### [Task to complete]
Go through the data below and gather each line containing "down".

### [Given information]
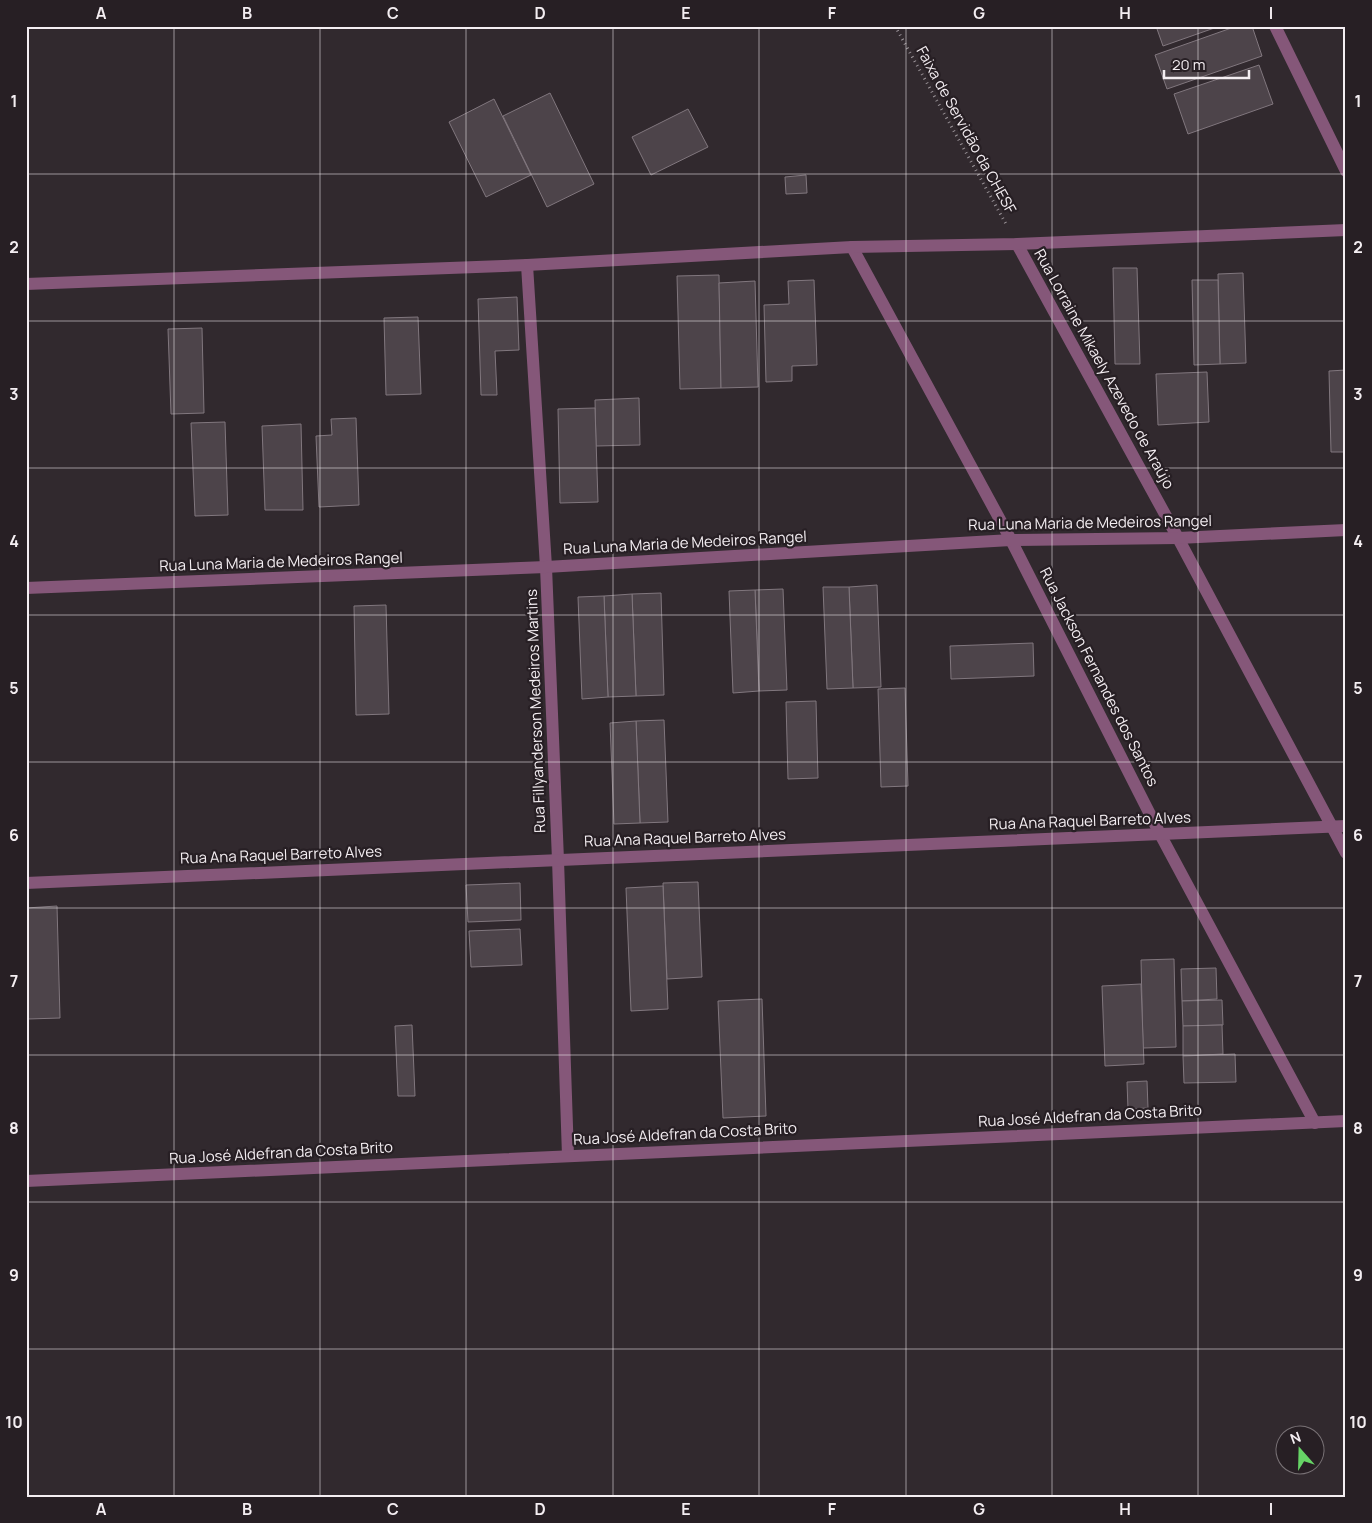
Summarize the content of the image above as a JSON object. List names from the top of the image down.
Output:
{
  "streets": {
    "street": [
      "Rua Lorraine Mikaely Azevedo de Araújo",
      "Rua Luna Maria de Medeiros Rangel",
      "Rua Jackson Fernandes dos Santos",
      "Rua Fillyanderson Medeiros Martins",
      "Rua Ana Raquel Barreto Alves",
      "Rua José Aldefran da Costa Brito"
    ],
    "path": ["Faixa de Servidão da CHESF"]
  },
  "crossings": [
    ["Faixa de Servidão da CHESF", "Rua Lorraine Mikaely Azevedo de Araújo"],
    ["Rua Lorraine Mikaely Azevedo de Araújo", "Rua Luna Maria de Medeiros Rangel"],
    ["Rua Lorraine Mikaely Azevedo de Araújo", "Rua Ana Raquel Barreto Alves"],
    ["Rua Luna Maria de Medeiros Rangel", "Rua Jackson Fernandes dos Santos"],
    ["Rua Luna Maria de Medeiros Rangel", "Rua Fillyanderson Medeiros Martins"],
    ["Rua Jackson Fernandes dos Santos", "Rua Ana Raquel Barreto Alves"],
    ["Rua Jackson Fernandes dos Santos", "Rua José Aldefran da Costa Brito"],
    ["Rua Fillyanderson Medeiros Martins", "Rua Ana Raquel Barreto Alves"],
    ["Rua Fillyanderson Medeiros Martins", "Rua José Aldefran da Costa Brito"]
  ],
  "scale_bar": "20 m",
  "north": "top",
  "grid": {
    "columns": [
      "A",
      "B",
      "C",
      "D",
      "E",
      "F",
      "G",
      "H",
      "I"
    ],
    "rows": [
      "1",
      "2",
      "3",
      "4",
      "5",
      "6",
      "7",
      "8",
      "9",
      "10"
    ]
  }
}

==

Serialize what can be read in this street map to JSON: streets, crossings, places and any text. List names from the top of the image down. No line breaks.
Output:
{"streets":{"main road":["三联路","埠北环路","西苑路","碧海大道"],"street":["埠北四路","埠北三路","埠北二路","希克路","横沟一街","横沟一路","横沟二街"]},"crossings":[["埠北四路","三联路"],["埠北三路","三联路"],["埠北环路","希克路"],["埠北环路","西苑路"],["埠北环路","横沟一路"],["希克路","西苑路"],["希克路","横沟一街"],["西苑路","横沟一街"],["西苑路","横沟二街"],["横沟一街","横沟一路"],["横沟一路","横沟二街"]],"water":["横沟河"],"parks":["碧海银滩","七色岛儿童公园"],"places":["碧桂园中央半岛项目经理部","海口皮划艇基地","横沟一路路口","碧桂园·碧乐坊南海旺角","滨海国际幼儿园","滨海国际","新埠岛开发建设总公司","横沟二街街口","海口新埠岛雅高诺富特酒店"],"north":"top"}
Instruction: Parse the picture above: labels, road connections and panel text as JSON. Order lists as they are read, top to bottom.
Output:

### [Response box]
Summarize the content of the image above as a JSON object. List names from the top of the image down.
Serialize what can be read in this street map to JSON: streets, crossings, places and any text. List names from the top of the image down. No line breaks.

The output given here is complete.